Jak dobrze nam zdobywać góry: Czupel.

       Przyznaję, nie wytrzymałam. Ale już mnie tak ciągnęło w góry, że nie mogłam wytrzymać i dlatego wczoraj zamiast siedzieć dalej w domku nad magisterką, spakowaliśmy się do samochodu i ruszyliśmy na krótką wycieczkę w Beskid Mały. Zresztą i tak sobota miała być nieco luźniejszym dniem, bo wieczorem szliśmy na koncert Międzynarodowej Gali Seriali, który w ramach Festiwalu Muzyki Filmowej odbywał się w krakowskiej Arenie. I był to absolutnie fantastyczny koncert, naprawdę usłyszenie na żywo ulubionej muzyki z doskonale znanych seriali jest czymś niesamowitym. Jednak zanim wieczorem było trochę kultury, najpierw rano były góry. Jak zawsze piękne i nieprzewidywalne. 🙂

         Droga minęła nam stosunkowo szybko, chociaż 70 km w półtorej godziny nie jest jakimś zawrotnym wynikiem. Ale niestety większość drogi ciągnie się przez wioski i miasteczka i ciężko jechać szybciej niż pozwalają na to przepisy. Niemniej do Międzybrodzia Bialskiego dojechaliśmy spokojnie na godzinę jedenastą, chwilę szukaliśmy jakiegoś sensownego parkingu aż wreszcie zostawiliśmy samochód pod Biedronką. 😉 Przebraliśmy buty i ruszyliśmy chodnikiem kierując się żółtym szlakiem na Magurkę. Początkowy fragment trasy biegł właśnie wzdłuż ulicy, gdzie szło się grzecznie chodnikiem, czyli generalnie nic ciekawego. Widoczków jeszcze nie było, jedynie na podziw zasługiwało kilka walących się chatek i koza przy wozie. 😉

        Dopiero po mniej więcej czterech kilometrach weszliśmy do lasu, gdzie przywitała nas tabliczka, że znajdujemy się na obszarze Natura 2000 Beskid Mały.
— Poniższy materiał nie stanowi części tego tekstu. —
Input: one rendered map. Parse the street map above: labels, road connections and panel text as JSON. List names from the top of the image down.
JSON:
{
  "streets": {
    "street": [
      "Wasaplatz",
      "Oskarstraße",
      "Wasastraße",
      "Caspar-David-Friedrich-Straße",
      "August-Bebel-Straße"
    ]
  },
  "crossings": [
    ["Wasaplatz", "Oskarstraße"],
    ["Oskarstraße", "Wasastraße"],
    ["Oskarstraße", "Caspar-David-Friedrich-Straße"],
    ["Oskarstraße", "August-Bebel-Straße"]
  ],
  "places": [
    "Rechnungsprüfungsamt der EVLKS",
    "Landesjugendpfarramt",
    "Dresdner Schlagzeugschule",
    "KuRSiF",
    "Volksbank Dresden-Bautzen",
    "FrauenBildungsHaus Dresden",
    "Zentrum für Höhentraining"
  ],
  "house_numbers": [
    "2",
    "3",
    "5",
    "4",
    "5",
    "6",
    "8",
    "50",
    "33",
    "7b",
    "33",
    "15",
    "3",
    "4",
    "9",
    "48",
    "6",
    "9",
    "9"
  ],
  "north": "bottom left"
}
W lesie od razu było przyjemniej, mimo iż niewiele słońca przedzierało się przez wysokie korony drzew. Tutaj szlak nam się zdecydowanie bardziej podobał, szczególnie biorąc pod uwagę fakt, że właściwie nie było na nim ludzi, spotkaliśmy raptem dwie inne grupy. 🙂

        Podejście zbyt wymagające nie było, chociaż w dość krótkim czasie przemieściliśmy się o prawie czterysta metrów wyżej. Zupełnie się jednak tego nie czuło, mimo iż nasza kondycja po zimie do najlepszych nie należy. Chociaż przyznam szczerze, że był to ciągle ten fragment naszej trasy, który po prostu chciałam przejść, żeby dotrzeć wreszcie tam, skąd rozciągają się widoki na okolicę. W lesie zwykle jest z nimi dość kiepsko. 😉

 
       Wreszcie jednak wyszliśmy z lasu i przed naszymi oczami rozciągnęły się tak długo oczekiwane widoczki. Chociaż nie do końca takie jakich się spodziewałam, bo ciągle jednak drzewa przesłaniały widoczność. Niemniej było już lepiej, szczególnie że dodatkowo słońce wraz z chmurami zaczynało tworzyć niesamowite spektakle na niebie. A w dolinie pod górą Żar zaobserwowaliśmy burzę, niestety żadnego z piorunów nie udało się złapać na fotce. Mieliśmy jednak nadzieję, że ta burza pójdzie sobie w drugą stronę, a my spokojnie przejdziemy zaplanowaną trasę. Spełniła się ona jednak jedynie połowicznie. 😉

       Na drodze prowadzącej bezpośrednio do schroniska na Magurce było już zdecydowanie więcej osób, szczególnie rodzin z dziećmi. Oczywiście największy ruch był przy samym schronisku, chociaż w środku panowała bardzo leniwa i spokojna atmosfera. Postanowiliśmy tutaj zrobić sobie dłuższą przerwę, zamówiliśmy tradycyjnie nasze ulubione frytki, a także (już nieco mniej tradycyjnie) zimne czeskie piwo, bo jakoś tak naszła nas na nie ochota. A akurat jak siedzieliśmy na ławkach wystawionych w ogródku schroniska, zaczęło bardzo intensywnie świecić słońce, więc można było się pięknie zrelaksować. Z pięknymi widokami- z jednej strony było widać miasteczko, z którego wyszliśmy, jezioro Międzybrodzkie i górę Żar, zaś z drugiej rozciągał się widok na Beskid Śląski z jego najwyższym szczytem- Skrzycznem. 🙂

w tle widoczna elektrownia na górze Żar.
panorama Beskidu Śląskiego.
Skrzyczne z charakterystyczną wieżą na szczycie.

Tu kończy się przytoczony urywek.